Afterwards, James wipes his fingerprints from the gun and puts it in the passenger's hand to frame him for the cops’ murder. As more cops arrive, James finds the Ace of Spades cards amongst the wreckage and pockets it. Listening to a voicemail, he learns his wife gave birth to a daughter that has his eyes. He smiles, stands, and walks to the cops feigning innocence.

==Cast==

- Nicolas Cage as The Passenger
- Joel Kinnaman as The Driver / David Chamberlain / James Levine
- Alexis Zollicoffer as the Waitress
- Cameron Lee Price as the Cop
- Oliver McCallum as the Boy
- Burns Burns as the Owner
- Rich Hopkins as the Trucker
- Nancy Good as Grandma
- Kaiwi Lyman as Colleague

==Production==
Principal photography began in Las Vegas in July 2022. Approximately half the film was shot at a Las Vegas-based virtual studio owned by Vū Technologies. Sympathy for the Devil was the first feature film in Nevada history to be shot on an LED sound stage.

==Release==
In September 2022, the film was presented to buyers at TIFF. In March 2023, RLJE Films acquired the North America, United Kingdom, Ireland, Australia and New Zealand distribution rights. The film had its world premiere at the Fantasia International Film Festival on July 22, 2023 and was released in theaters on July 28, 2023. It will be released by Signature Entertainment in the United Kingdom and Ireland.

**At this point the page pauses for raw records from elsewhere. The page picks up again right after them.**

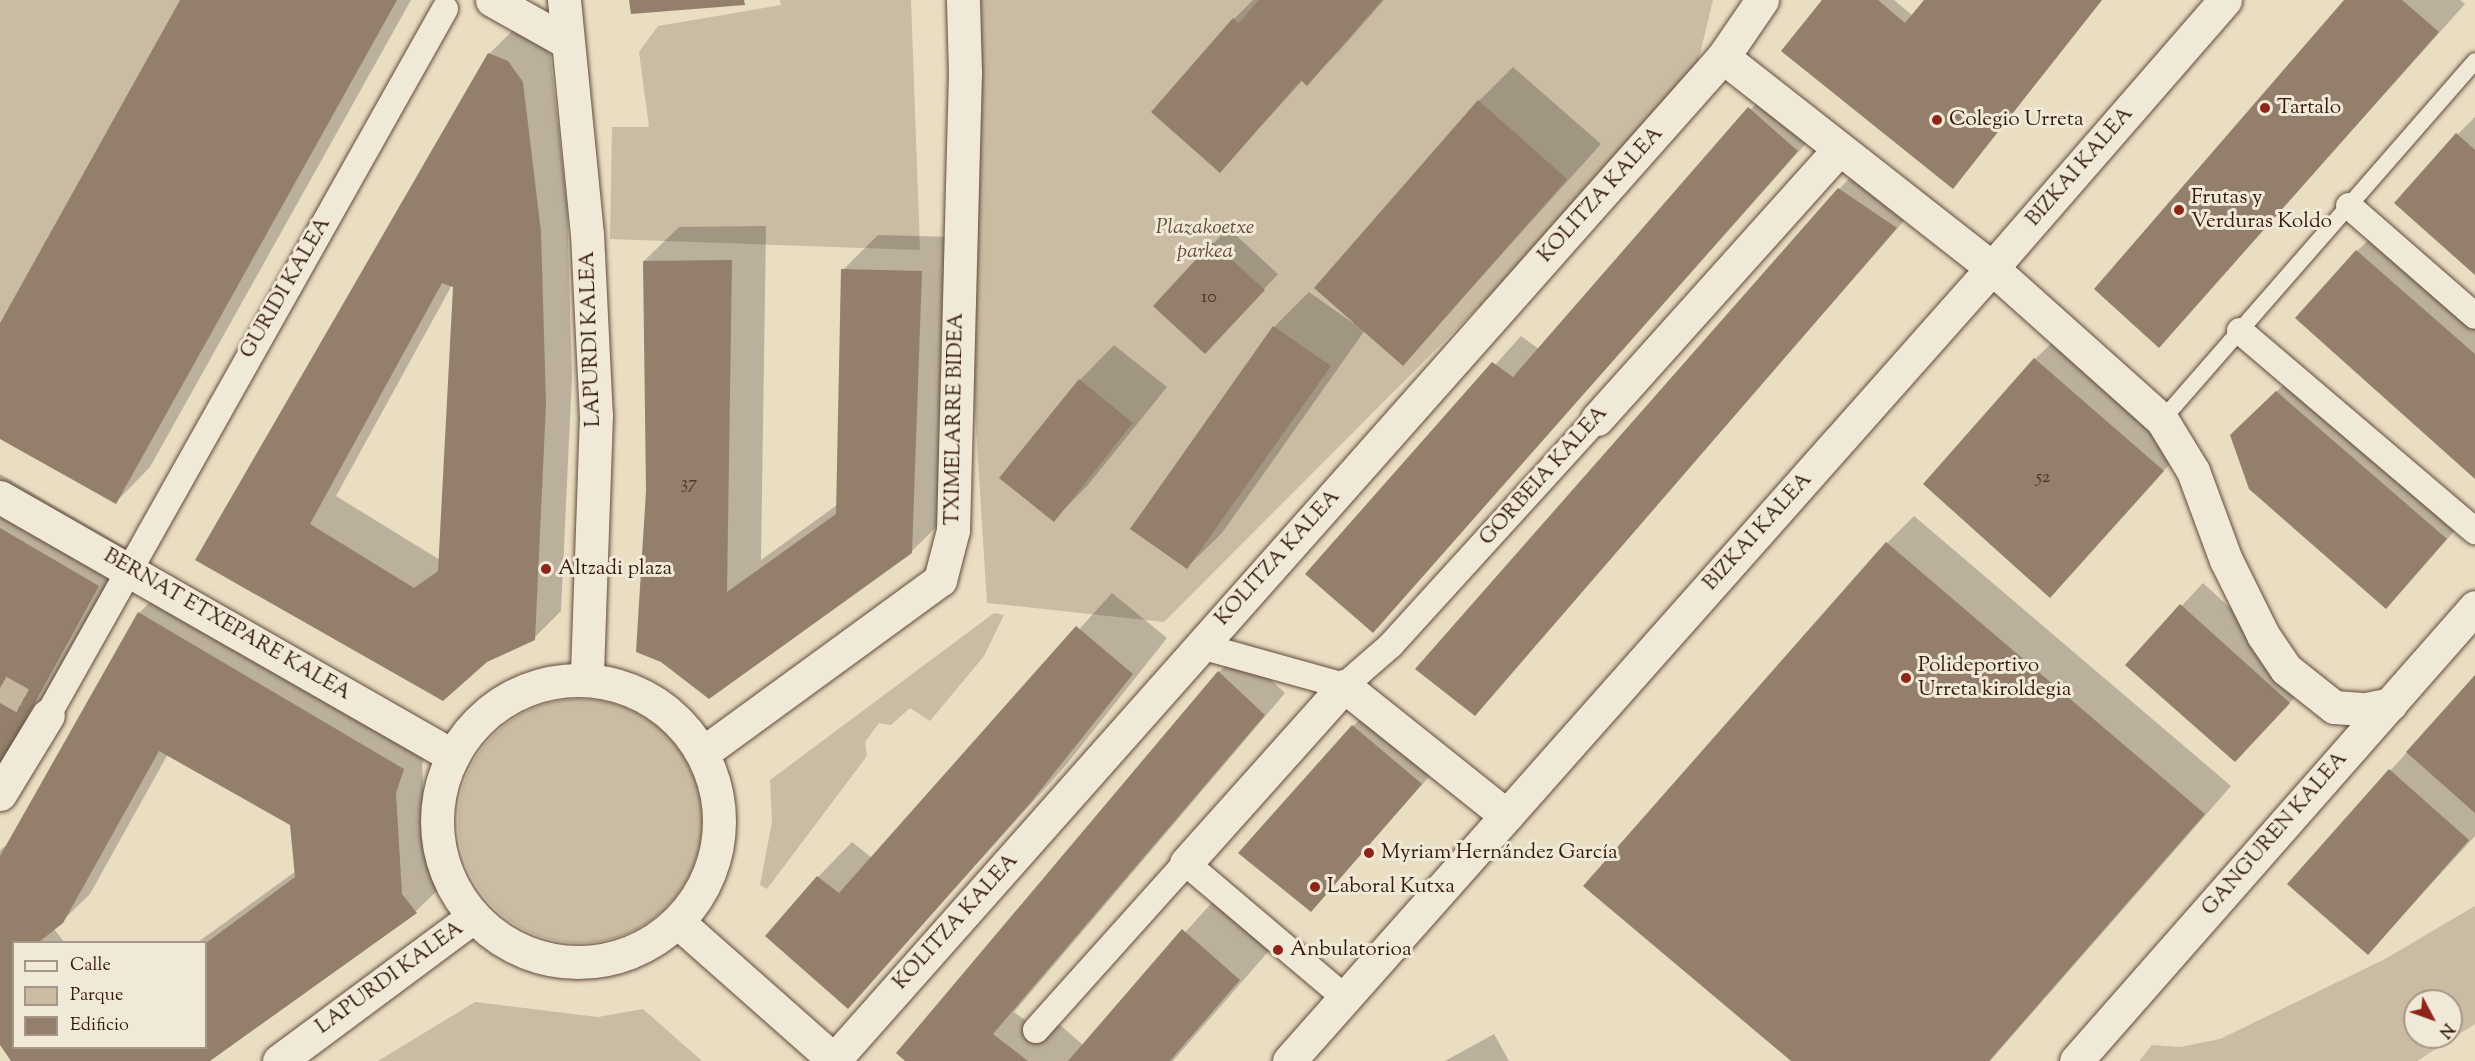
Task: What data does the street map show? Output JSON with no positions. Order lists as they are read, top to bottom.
{
  "streets": {
    "street": [
      "BIZKAI KALEA",
      "KOLITZA KALEA",
      "GURIDI KALEA",
      "LAPURDI KALEA",
      "TXIMELARRE BIDEA",
      "GORBEIA KALEA",
      "BERNAT ETXEPARE KALEA",
      "GANGUREN KALEA"
    ]
  },
  "crossings": [
    ["GURIDI KALEA", "BERNAT ETXEPARE KALEA"]
  ],
  "parks": ["Plazakoetxe parkea"],
  "places": [
    "Tartalo",
    "Colegio Urreta",
    "Frutas y Verduras Koldo",
    "Altzadi plaza",
    "Polideportivo Urreta kiroldegia",
    "Myriam Hernández García",
    "Laboral Kutxa",
    "Anbulatorioa"
  ],
  "house_numbers": ["10", "52", "37"],
  "legend": ["Calle", "Parque", "Edificio"],
  "north": "bottom right"
}
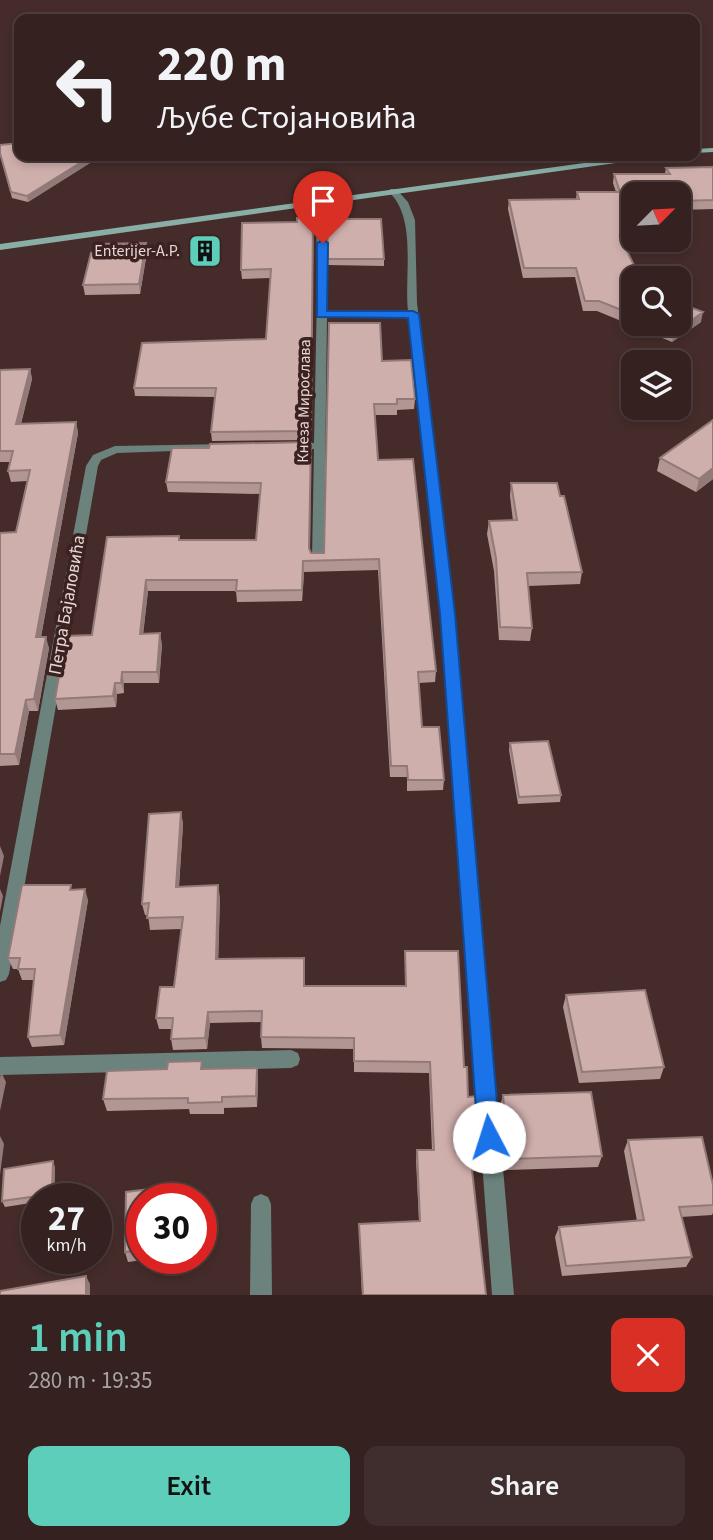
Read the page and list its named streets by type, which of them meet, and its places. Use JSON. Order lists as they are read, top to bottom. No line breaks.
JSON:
{"streets":{"street":["Кнеза Мирослава","Петра Бајаловића"]},"places":{"building":["Enterijer-A.P."]},"north":"top right","page":{"turn":["220 m","Љубе Стојановића"],"speed":"27 km/h","limit":"30","heading":["1 min","280 m · 19:35"],"buttons":["Exit","Share"]}}
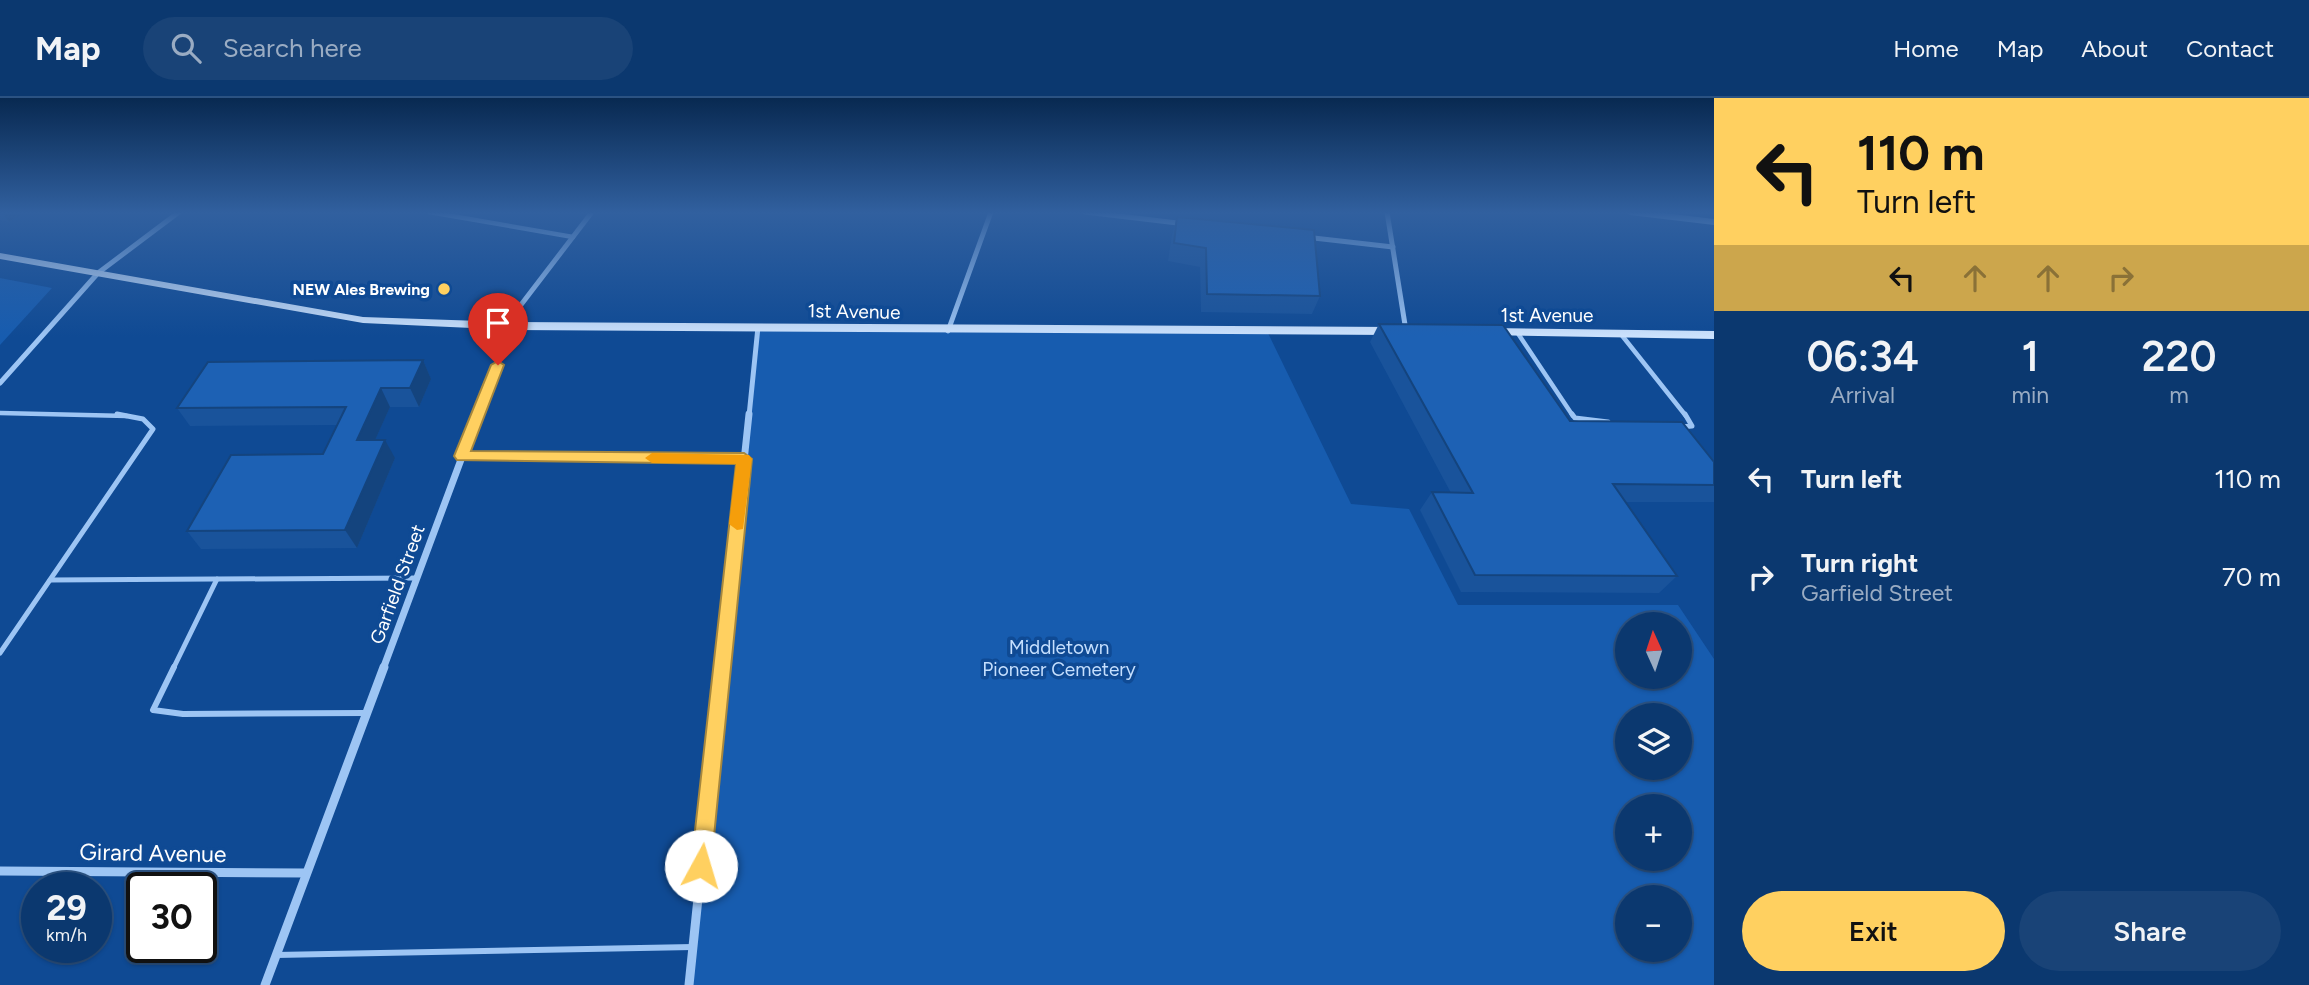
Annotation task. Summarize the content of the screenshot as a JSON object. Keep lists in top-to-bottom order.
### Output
{
  "streets": {
    "main road": ["1st Avenue"],
    "street": ["Garfield Street", "Girard Avenue"]
  },
  "crossings": [
    ["1st Avenue", "Garfield Street"],
    ["Garfield Street", "Girard Avenue"]
  ],
  "parks": ["Middletown Pioneer Cemetery"],
  "places": ["NEW Ales Brewing"],
  "north": "top",
  "page": {
    "header": "Map",
    "search": "Search here",
    "nav": [
      "Home",
      "Map",
      "About",
      "Contact"
    ],
    "turn": ["110 m", "Turn left"],
    "eta": [
      "06:34",
      "Arrival",
      "1",
      "min",
      "220",
      "m"
    ],
    "list": [
      {
        "name": "Turn left",
        "value": "110 m"
      },
      {
        "name": "Turn right",
        "note": "Garfield Street",
        "value": "70 m"
      }
    ],
    "map_buttons": ["+", "−"],
    "speed": "29 km/h",
    "limit": "30",
    "buttons": ["Exit", "Share"]
  }
}
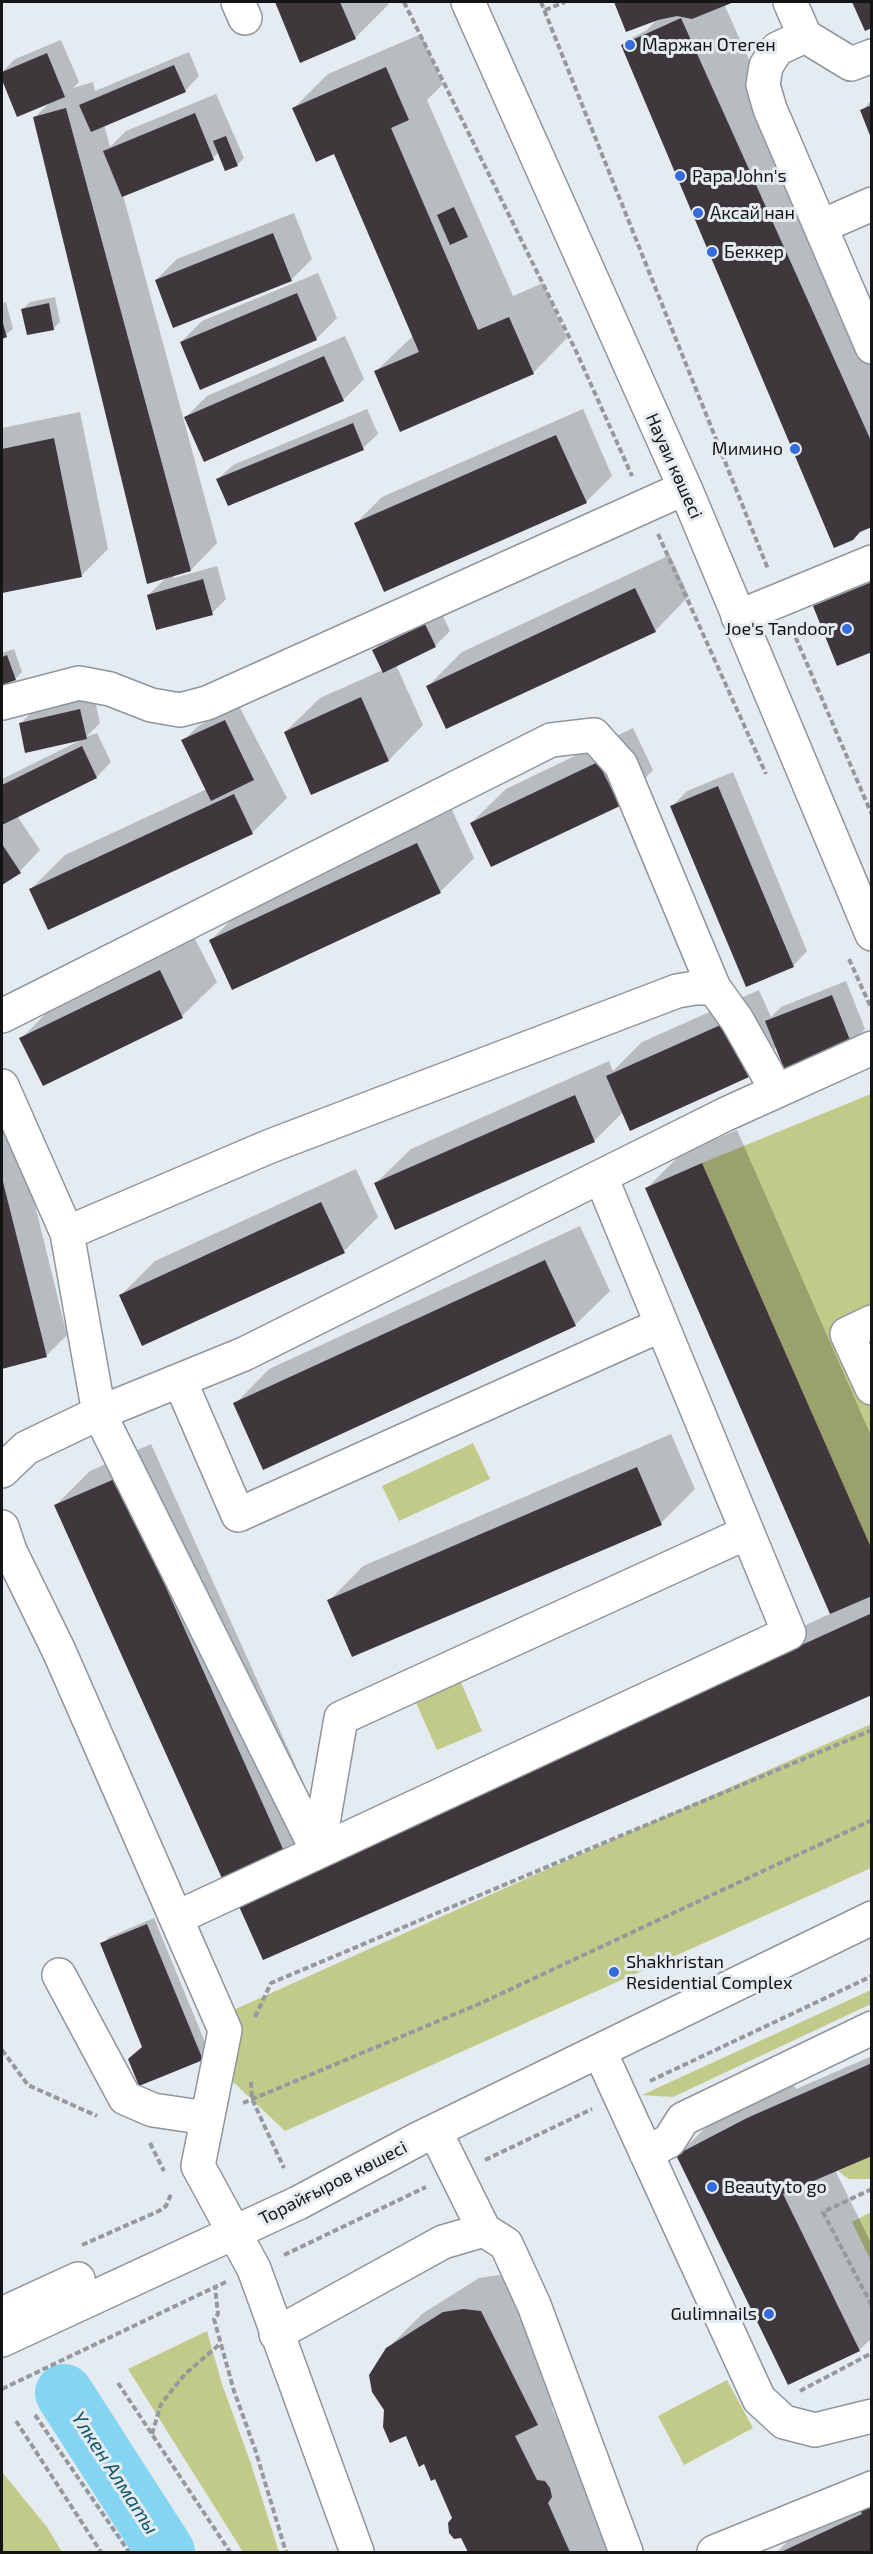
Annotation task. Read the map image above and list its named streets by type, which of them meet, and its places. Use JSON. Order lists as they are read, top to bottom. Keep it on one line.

The film was released on Blu-ray and DVD on September 26, 2023, followed by a 4K UHD release on November 14, 2023.

==Reception==
 Metacritic, which uses a weighted average, assigned the film a score of 54 out of 100, based on 18 critics, indicating "mixed or average" reviews.

Bobby LePire from Film Threat wrote, "Cage and Kinnaman work well together, with the former being gloriously over-the-top and the latter keeping things grounded in a form of reality. All in all, this thriller works from beginning to end". The San Francisco Chronicles Mick LaSalle gave a positive review saying, "It takes a while for it all to come into focus, but one thing is clear: This very well-made thriller doesn't have only one mystery man in it. It has two".

Greg Archer of MovieWeb praised Cage's performance saying, "It's a tour du force performance for the books." Jordan Mintzer of The Hollywood Reporter noted as "[Nicolas] Cage chews up every scene he's in and seems to be having a blast — he's always over-the-top and never boring to watch, in a film that delivers the goods for those who like him best when he's just about lost his mind".